The last item uncovered was this small, clear glass medicinal bottle which has the image of a mortar and pestle embossed on it, along with the words, Geo. C. Frye, Portland, ME. George C. Frye was a fairly well-known wholesale and retail pharmacist around the 1890s to early 1900s. He lived in Portland, Maine. It is difficult to know which medicine was sold in this particular bottle since, at the time, these were used to store anything from fish oil to cough syrup.

Sheeting Installation

The sheeting installation phase will be completed on Friday, October 14th. Over the last few weeks there were times when the vibrations were felt throughout campus and it is safe to assume our students did not always appreciate the early wake-up calls. However, as you can see below, sheet pile walls are a critical piece to this project. Thank you all for your patience!


Sheet pile walls are constructed by driving prefabricated sections into the ground.

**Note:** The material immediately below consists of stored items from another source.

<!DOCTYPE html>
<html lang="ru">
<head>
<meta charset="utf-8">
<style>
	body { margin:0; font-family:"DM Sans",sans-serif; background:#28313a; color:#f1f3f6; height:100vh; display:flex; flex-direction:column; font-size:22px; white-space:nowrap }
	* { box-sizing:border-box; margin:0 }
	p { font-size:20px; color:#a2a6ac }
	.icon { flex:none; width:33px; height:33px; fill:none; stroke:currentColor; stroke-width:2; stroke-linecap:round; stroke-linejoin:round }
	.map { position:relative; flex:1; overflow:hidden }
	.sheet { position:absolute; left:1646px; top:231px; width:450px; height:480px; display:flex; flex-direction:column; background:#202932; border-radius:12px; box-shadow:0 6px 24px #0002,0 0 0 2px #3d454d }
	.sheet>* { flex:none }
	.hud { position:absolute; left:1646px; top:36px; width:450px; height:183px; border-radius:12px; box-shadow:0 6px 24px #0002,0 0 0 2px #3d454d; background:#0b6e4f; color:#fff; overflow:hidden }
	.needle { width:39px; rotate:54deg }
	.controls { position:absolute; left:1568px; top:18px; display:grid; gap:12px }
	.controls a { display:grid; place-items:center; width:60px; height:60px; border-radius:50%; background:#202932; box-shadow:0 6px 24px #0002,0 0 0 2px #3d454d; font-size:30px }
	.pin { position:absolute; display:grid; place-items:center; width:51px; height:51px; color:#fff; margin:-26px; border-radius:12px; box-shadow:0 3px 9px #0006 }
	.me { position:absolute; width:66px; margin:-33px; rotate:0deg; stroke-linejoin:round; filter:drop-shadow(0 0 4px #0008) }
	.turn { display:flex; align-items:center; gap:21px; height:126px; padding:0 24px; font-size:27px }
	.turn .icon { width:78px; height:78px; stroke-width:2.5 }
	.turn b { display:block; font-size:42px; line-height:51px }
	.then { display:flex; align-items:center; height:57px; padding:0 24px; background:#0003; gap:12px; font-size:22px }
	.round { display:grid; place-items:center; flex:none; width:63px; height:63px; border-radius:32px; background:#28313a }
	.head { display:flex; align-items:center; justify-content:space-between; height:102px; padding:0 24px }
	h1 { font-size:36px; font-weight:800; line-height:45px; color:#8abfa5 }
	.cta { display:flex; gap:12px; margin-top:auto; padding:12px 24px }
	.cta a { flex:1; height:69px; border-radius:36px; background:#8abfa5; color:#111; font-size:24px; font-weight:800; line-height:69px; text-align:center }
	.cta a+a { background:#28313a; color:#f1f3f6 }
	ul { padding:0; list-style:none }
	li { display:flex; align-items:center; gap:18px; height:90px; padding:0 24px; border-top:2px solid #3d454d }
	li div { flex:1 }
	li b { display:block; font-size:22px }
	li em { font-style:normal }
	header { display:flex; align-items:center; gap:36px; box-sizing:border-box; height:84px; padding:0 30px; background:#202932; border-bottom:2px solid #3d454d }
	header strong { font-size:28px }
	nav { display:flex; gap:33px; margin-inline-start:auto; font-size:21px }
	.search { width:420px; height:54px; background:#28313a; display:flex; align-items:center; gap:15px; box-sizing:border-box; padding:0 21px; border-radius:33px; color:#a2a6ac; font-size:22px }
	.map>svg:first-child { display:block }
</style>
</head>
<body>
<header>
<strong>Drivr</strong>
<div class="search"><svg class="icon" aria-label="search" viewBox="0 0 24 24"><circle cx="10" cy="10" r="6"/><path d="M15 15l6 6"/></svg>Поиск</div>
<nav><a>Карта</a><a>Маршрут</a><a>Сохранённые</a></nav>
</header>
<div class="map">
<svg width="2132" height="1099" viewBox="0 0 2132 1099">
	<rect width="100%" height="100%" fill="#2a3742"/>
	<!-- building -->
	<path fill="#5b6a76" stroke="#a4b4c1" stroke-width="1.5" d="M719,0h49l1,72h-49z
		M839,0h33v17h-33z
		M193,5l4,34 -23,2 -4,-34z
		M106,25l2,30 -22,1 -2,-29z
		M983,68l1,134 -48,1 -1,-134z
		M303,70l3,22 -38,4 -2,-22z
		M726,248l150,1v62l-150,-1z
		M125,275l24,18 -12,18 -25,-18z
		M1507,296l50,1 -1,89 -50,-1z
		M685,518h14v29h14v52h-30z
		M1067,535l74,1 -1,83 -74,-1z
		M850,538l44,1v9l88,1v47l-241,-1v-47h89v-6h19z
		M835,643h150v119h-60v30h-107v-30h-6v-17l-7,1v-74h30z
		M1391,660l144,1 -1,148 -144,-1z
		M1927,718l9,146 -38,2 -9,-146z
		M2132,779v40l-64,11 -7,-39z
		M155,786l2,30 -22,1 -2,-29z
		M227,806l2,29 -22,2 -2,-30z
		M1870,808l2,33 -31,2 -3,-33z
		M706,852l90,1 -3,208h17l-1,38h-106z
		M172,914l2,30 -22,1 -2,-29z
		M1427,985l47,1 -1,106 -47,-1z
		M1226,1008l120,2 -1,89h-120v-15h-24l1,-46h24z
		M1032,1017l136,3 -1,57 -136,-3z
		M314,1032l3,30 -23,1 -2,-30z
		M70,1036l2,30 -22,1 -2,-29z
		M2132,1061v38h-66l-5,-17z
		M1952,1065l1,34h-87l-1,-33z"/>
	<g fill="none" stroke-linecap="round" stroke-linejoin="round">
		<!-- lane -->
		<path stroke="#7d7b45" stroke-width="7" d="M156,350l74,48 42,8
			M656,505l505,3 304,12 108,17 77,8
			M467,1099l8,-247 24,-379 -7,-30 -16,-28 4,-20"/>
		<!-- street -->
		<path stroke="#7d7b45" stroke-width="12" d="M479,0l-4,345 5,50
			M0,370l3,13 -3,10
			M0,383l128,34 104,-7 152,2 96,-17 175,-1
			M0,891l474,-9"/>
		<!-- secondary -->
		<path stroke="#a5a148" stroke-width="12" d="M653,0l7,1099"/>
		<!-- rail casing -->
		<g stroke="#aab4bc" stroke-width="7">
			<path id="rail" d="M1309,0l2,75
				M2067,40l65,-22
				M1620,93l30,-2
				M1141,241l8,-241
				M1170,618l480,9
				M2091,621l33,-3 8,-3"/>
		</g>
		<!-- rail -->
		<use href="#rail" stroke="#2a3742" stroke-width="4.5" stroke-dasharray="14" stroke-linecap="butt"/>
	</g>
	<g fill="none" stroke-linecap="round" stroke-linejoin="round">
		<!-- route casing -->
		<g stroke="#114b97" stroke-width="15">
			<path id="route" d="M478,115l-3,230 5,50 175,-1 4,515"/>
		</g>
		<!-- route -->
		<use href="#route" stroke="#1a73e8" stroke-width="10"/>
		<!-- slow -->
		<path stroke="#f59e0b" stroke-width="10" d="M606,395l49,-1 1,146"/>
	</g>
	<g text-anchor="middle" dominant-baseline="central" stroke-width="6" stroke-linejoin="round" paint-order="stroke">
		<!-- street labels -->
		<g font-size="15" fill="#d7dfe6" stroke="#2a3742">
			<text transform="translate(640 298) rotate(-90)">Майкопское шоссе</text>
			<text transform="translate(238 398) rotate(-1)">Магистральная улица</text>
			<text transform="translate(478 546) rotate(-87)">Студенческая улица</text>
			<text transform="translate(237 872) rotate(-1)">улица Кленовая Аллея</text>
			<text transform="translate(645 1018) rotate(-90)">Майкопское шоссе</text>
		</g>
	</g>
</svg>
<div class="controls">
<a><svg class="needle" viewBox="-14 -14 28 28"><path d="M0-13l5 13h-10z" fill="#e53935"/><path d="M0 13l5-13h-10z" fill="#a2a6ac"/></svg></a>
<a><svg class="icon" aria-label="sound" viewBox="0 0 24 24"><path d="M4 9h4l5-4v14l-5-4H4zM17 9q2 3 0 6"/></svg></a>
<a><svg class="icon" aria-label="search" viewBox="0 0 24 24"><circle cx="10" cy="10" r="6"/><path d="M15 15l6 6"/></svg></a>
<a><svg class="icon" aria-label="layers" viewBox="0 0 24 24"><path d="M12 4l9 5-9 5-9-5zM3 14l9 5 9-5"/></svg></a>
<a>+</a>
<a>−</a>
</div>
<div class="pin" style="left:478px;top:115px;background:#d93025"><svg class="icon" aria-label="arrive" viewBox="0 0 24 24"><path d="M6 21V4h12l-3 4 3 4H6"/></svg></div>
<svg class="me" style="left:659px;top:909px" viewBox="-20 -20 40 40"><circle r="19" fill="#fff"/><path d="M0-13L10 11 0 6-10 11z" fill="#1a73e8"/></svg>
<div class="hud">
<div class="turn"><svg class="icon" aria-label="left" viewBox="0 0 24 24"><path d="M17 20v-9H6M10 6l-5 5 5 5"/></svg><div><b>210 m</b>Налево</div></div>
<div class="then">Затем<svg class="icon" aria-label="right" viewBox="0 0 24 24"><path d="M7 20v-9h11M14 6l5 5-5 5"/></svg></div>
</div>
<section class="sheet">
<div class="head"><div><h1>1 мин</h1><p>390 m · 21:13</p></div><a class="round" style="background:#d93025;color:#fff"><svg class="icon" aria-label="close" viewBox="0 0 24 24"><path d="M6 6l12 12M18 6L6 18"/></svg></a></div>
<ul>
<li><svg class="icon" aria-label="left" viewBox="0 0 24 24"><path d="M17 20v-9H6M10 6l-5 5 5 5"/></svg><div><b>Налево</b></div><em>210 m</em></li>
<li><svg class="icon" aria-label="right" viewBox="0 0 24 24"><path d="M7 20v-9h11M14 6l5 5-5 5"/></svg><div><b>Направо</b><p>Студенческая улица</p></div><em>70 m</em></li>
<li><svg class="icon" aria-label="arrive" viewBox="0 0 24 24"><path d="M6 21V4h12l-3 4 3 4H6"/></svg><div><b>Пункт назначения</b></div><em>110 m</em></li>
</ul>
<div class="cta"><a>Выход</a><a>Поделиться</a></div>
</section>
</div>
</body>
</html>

Each section is strategically placed along the perimeter of the site and a full wall is formed by connecting the joints of adjacent sheet pile sections in sequential installation.


Then, one by one, each section is driven into the ground by a pile driver.


Sheet pile walls provide structural resistance and are most commonly used in deep excavations.


The next phase of construction will be excavation. Stay tuned!

Time Lapse Video of the Demolition of Julie Hall

For the last few months, the construction management team has worked hard to complete the demolition of Julie Hall. The site now belongs to the new residence hall; an apartment-style, 18-story building that will help Emmanuel’s campus landscape evolve as we enter our next century. As you can see in the time lapse video below, the only way for the new residence hall to go is up!

Time Lapse Video of the Demolition of Julie Hall from Emmanuel College on Vimeo.

New Residence Hall Project

16_0407_view-05Campus is bustling with excitement as construction is underway on a new residence hall. The new 18-story, 690-bed student residence will be constructed on the site of the existing 220-bed Julie Hall. Featuring contemporary apartment-style living spaces, the LEED-certified building will enable Emmanuel to house more students on campus, further enhancing the vibrancy of the College community. Apartments will include two bedrooms, two bathrooms, kitchens, and living rooms, as well as some one bedroom apartments. Scheduled to open in the fall of 2018, the student residence will also have a café, fitness room and gathering spaces.